Politique

Gilbert Bawara à propos de la sortie de la CET sur l’affaire Agbéyomé Kodjo : « Les togolais n’auraient pas accepté qu’un groupe de chefs coutumiers ou de pasteurs, donne des ordres et injonctions à l’Etat et à la justice comme les évêques veulent le faire… »

Publié le vendredi 24 avril 2020, par Lemessager-actu

Reçu mercredi dernier dans l’émission club de la presse chez nos confrères de Kanal fm, le ministre de la Fonction publique, du Travail et de la Réforme administrative n’a pas du tout apprécié la sortie de la conférence des Evêques du Togo sur l’affaire Agbéyomé Kodjo, le candidat malheureux de la dernière présidentielle. Pour le ministre, « beaucoup aurait aimé que les mêmes évêques, y compris, l’archevêque actuel et son prédécesseur aient agit pour prévenir et éviter ce qui s’est produit » et les togolais n’auraient pas accepté qu’un groupe de chefs coutumiers ou de pasteurs, donne des ordres et injonctions à l’Etat et à la justice comme les évêques veulent le faire… ».

« Bien entendu, tout le monde aura observé qu’il y a eu une volonté d’apaisement, de retenue, de modération de la part des autorités de l’Etat, de manière général, mais y compris de la part des autorités judiciaires. La même dont les avocats estimaient qu’il était malade, c’est cette personne qui quotidiennement, se livrait à des agissements et propos outranciers, incendiaires démontrant qu’il n’était pas malade. Ce sont des faits que les Togolais ont vu, qu’il procédait à des nominations, disait des mots orduriers à l’endroit de l’Etat, un bafouement systématique de la loi, une volonté manifeste de défier l’autorité de l’Etat, de défier la justice. Quand on se barricade et qu’on créé une situation où la collaboration pacifique et ordinaire avec la justice n’est plus possible, il est évident que l’interpellation ne pouvait intervenir que de la manière dont c’est intervenu » a indiqué le ministre.

« On comprend à travers la lecture du communiqué, que c’est le fait pour l’archevêque métropolitaine de Lomé et de son prédécesseur de n’avoir pas pu rendre visite à Monsieur Agbéyomé Kodjo et à Monseigneur. Où en toute hypothèse comme ils le disent, répondre aux poignants cris de détresse de monseigneur Kpodzro qui aurait instigué la prise de position de la conférence épiscopale », décrit Gilbert Bawara qui revient sur le communiqué « alambiqué » de la conférence épiscopale qui se dédouanait de la position de monseigneur Kpodzro.
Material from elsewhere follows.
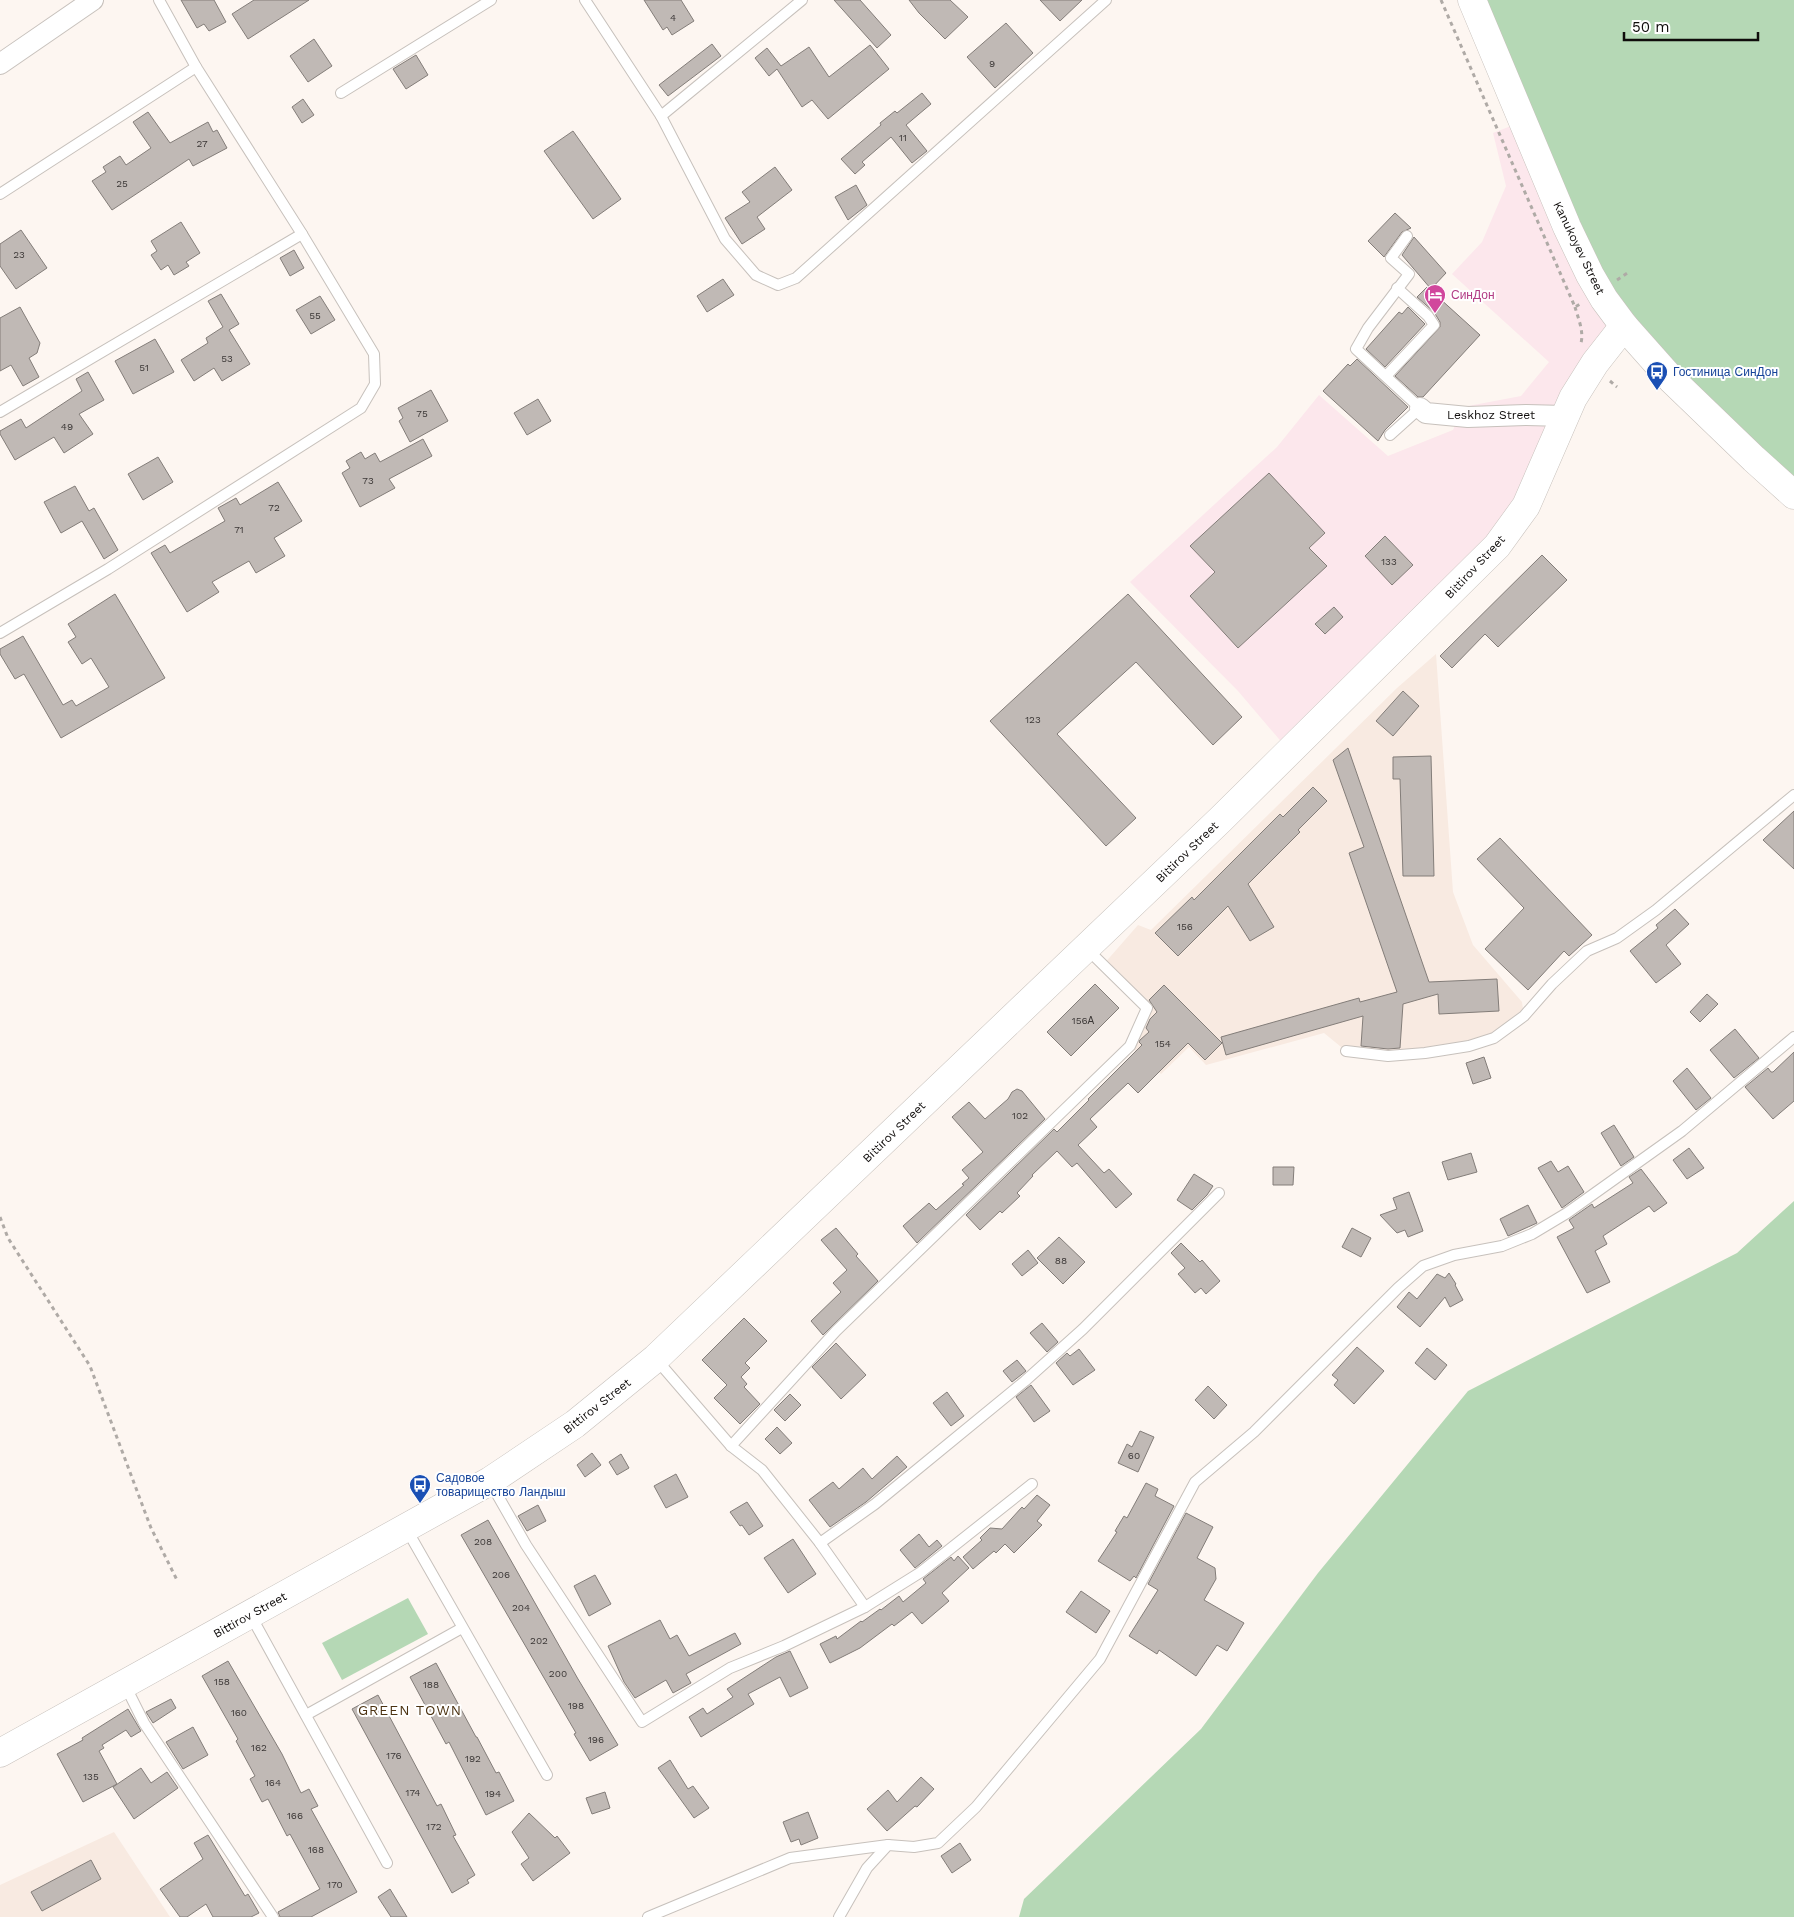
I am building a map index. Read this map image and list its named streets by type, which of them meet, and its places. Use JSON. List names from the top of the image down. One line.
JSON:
{"streets":{"street":["Kanukoyev Street","Leskhoz Street","Bittirov Street"]},"crossings":[["Kanukoyev Street","Bittirov Street"],["Leskhoz Street","Bittirov Street"]],"districts":["GREEN TOWN"],"places":{"hotel":["СинДон"],"bus stop":["Гостиница СинДон","Садовое товарищество Ландыш"]},"house_numbers":["4","9","11","27","25","23","55","53","51","75","49","73","72","71","133","123","156","156А","154","102","88","60","208","206","204","202","200","158","188","198","160","196","162","176","192","135","164","174","194","166","172","168","170"],"scale_bar":"50 m"}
« La conférence épiscopale avait fait un communiqué alambiqué, ambigu, équivoque avant le début de la campagne qui laisse sous entendre que monseigneur kpodzro ne s’exprimait pas et n’agissait pas au nom de la conférence épiscopale. Mais depuis le folklore qui avait été orchestré dans une église, qui a consacré le début de l’une des infractions reprochées à M. Agbéyomé Kodjo, durant toute la campagne où parfois les propos, les agissements de Monseigneur Kpodzro, de certains membres de la dynamique, pendant ces quelques semaines écoulées, où s’est développée une situation au domicile de M. Agbéyomé Kodjo, mais beaucoup aurait aimé que les mêmes évêques, y compris, l’archevêque actuel et son prédécesseur aient agit pour prévenir et éviter ce qui s’est produit », s’est indigné le ministre Bawara, qui dit s’étonné que « les gens soient dans des attaques violentes et virulentes contre l’Etat et qu’ils n’aient pas le courage de la même clarté ».
« Nous sommes dans un Etat laïque, je ne suis pas sûr que les togolais auraient accepté qu’un groupe de chefs coutumiers, de pasteurs, donne des ordres et injonctions à l’Etat et à la justice comme les évêques veulent le faire, et en dernier ressort, on ne va pas à une élection présidentielle avec l’intention préméditée de créer artificiellement une situation de tension, de s’en prévaloir et de marchander ou un poste ou des moyens ou alors parce qu’on cherche à disqualifier d’autres adversaires politiques en défiant l’Etat », a précisé le ministre.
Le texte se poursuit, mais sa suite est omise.